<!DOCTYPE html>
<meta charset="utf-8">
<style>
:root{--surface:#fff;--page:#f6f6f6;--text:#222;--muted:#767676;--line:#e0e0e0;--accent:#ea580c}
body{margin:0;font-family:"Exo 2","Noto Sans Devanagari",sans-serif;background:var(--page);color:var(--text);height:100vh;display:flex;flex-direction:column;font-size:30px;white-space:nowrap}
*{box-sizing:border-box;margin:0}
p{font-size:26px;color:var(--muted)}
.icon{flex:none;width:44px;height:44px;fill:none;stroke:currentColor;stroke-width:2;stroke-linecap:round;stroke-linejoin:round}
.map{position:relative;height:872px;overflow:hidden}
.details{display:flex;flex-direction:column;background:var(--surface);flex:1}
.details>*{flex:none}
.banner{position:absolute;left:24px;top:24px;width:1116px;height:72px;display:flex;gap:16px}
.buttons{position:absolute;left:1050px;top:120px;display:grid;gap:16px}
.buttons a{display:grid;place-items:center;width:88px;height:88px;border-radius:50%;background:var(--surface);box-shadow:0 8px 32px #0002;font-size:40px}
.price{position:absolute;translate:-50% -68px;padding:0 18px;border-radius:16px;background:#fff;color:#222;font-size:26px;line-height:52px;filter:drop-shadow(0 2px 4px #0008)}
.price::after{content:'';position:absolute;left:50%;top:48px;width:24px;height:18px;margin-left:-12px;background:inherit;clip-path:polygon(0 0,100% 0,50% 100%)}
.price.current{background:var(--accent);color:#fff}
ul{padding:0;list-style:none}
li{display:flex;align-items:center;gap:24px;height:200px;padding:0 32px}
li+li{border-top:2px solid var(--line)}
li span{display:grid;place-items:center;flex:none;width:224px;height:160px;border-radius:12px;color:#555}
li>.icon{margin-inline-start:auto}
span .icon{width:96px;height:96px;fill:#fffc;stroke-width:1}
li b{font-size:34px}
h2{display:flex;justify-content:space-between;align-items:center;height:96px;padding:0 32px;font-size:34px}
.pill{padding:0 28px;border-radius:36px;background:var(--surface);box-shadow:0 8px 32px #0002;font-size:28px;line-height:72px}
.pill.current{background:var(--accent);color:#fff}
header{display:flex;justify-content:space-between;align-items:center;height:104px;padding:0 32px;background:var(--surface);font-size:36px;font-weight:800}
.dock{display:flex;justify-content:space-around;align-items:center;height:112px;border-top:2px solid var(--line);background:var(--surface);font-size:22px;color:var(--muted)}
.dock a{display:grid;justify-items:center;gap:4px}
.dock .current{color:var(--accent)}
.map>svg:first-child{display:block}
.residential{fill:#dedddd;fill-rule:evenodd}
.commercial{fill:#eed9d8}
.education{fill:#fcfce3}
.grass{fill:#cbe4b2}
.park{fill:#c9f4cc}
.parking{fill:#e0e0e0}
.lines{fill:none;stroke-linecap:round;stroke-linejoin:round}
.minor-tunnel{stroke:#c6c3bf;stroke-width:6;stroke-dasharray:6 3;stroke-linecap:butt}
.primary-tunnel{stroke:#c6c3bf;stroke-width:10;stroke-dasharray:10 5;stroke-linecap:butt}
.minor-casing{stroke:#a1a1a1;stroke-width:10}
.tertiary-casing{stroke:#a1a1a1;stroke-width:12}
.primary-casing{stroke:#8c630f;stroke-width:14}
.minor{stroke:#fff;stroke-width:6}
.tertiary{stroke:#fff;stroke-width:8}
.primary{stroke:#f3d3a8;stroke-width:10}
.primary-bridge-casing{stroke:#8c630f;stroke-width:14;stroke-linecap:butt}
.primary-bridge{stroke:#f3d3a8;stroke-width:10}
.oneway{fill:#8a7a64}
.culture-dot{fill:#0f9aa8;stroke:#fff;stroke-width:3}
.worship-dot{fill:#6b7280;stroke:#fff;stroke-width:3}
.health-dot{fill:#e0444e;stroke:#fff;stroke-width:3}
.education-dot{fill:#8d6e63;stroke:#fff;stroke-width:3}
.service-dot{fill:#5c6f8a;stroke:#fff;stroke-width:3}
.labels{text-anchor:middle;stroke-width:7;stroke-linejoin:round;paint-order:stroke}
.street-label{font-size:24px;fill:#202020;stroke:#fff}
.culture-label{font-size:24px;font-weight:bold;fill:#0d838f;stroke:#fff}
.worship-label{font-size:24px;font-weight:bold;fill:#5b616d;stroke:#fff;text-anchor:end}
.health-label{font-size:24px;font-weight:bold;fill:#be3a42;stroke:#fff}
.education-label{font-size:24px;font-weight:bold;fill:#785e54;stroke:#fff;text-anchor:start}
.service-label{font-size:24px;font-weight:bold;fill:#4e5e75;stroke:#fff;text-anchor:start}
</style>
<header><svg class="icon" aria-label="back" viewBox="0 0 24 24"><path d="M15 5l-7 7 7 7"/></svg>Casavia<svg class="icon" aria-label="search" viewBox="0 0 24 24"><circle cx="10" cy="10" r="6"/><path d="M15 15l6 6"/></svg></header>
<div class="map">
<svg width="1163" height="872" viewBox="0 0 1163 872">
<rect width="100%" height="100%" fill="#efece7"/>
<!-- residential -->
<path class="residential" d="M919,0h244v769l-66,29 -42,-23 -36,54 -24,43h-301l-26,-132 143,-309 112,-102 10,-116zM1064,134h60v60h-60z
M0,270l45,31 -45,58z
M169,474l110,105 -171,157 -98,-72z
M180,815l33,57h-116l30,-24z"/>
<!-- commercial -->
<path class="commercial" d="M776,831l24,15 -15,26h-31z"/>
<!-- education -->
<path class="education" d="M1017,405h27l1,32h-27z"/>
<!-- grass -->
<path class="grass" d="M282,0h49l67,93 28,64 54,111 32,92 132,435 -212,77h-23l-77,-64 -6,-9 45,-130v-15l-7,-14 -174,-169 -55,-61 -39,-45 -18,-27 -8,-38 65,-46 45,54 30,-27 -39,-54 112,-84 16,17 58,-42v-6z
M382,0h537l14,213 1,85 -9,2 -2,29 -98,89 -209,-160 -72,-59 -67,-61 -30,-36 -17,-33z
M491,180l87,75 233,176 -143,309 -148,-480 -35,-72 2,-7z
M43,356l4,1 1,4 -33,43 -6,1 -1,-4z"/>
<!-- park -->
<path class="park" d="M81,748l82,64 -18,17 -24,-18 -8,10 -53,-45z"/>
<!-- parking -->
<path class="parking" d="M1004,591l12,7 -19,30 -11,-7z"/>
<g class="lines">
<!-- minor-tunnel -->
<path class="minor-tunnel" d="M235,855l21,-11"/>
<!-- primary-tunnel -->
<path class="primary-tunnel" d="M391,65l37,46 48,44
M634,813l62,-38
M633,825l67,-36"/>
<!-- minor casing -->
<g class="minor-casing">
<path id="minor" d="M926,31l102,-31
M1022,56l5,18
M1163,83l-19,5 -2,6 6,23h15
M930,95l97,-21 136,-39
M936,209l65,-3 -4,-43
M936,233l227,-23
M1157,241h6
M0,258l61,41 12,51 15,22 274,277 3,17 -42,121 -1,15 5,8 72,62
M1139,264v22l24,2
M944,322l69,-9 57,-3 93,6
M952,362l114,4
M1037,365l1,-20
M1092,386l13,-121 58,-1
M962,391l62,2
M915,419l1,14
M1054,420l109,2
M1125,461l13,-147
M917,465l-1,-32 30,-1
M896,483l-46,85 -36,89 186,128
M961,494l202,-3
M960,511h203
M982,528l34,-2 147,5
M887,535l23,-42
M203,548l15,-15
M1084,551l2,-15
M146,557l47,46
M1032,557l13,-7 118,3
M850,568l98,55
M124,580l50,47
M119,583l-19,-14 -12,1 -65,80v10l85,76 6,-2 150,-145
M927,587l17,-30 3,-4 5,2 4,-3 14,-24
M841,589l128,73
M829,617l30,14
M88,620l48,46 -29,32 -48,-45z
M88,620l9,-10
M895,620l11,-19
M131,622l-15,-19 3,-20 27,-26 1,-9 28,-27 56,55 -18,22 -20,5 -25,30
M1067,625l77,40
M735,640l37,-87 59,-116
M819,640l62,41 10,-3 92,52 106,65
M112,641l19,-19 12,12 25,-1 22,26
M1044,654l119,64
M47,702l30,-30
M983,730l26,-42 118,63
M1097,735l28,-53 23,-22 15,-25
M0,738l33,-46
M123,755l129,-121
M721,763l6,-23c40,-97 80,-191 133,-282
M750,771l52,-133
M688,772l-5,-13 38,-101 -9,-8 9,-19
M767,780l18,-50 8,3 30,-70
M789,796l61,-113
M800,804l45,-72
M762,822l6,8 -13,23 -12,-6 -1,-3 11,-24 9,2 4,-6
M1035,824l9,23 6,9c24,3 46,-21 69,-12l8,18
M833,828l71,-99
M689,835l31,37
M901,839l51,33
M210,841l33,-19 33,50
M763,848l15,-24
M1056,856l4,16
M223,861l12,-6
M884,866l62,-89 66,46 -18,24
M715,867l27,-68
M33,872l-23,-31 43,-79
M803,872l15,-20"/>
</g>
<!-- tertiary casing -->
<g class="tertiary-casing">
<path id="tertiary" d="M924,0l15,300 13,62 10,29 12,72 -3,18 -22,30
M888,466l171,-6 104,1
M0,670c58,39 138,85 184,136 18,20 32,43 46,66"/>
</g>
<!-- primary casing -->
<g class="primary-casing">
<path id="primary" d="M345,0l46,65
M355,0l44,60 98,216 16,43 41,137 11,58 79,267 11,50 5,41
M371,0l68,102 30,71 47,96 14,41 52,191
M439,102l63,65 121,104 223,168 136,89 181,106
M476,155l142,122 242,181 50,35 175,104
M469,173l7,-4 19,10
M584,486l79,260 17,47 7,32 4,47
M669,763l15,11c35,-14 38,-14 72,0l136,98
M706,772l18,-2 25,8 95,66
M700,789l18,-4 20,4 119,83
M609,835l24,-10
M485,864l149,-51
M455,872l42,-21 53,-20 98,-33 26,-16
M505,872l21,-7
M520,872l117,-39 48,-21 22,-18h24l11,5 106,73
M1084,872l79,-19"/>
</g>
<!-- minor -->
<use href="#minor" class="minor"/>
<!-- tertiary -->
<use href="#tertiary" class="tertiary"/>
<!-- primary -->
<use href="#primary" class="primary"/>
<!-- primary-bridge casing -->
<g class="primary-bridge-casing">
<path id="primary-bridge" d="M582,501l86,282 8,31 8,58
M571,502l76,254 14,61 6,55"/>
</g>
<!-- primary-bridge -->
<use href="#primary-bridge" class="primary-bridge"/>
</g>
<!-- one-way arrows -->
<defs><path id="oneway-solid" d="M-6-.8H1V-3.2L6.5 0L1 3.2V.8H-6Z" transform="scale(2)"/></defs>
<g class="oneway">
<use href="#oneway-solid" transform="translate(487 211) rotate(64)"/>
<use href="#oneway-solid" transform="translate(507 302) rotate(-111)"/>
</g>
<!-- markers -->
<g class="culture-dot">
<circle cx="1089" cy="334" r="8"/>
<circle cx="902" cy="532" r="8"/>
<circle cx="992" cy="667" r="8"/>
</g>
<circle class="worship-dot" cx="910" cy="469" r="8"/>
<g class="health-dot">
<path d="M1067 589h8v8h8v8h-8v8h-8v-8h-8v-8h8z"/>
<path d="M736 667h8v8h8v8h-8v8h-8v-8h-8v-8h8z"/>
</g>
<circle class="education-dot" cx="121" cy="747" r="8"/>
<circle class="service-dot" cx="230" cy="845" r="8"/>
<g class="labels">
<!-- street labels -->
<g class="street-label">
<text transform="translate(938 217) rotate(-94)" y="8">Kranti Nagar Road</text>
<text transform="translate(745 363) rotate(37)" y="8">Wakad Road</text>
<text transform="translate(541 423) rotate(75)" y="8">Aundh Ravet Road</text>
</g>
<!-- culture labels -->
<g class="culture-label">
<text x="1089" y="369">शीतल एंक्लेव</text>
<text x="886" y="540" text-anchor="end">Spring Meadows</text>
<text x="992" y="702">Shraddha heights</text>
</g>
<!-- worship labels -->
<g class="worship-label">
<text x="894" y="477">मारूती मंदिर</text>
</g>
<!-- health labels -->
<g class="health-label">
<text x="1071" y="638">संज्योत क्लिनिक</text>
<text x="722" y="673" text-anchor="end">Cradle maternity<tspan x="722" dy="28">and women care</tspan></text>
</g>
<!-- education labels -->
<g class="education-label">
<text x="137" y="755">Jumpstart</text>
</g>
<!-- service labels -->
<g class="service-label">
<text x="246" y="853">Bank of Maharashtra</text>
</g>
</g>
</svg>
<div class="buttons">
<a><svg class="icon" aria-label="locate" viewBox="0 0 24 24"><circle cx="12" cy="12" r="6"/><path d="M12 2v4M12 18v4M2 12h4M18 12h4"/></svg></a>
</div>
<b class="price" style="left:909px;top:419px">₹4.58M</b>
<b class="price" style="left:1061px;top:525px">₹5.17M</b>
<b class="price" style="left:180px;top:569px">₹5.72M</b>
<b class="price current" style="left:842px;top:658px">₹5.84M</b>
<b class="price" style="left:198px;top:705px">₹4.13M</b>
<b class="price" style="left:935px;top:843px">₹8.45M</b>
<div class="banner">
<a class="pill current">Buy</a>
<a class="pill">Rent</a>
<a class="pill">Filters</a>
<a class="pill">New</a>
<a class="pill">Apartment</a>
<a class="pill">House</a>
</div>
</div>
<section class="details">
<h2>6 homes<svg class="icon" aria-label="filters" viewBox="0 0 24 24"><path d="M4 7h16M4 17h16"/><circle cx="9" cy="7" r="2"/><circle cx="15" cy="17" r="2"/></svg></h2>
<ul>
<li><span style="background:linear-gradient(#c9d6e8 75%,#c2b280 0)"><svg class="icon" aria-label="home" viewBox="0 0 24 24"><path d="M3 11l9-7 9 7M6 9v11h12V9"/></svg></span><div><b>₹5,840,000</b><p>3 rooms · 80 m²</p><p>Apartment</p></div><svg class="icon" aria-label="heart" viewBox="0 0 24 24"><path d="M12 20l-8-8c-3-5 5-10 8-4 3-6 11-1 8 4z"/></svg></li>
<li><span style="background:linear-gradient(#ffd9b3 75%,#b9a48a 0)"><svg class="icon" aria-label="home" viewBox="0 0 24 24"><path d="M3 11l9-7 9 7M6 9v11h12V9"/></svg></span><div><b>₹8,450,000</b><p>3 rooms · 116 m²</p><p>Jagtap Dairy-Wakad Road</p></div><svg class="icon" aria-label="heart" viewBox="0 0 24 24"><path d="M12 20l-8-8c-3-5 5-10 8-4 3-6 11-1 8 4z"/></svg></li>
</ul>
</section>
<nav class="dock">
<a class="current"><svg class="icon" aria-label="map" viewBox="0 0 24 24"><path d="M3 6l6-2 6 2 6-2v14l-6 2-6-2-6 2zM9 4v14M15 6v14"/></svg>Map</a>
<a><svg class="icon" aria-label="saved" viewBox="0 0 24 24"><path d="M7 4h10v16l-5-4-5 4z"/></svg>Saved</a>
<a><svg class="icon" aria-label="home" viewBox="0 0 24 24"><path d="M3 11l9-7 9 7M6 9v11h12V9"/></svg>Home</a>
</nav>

+++++

Instructions for the task: What lines of the material contain "dasharray"? Show them.

Response area:
.minor-tunnel{stroke:#c6c3bf;stroke-width:6;stroke-dasharray:6 3;stroke-linecap:butt}
.primary-tunnel{stroke:#c6c3bf;stroke-width:10;stroke-dasharray:10 5;stroke-linecap:butt}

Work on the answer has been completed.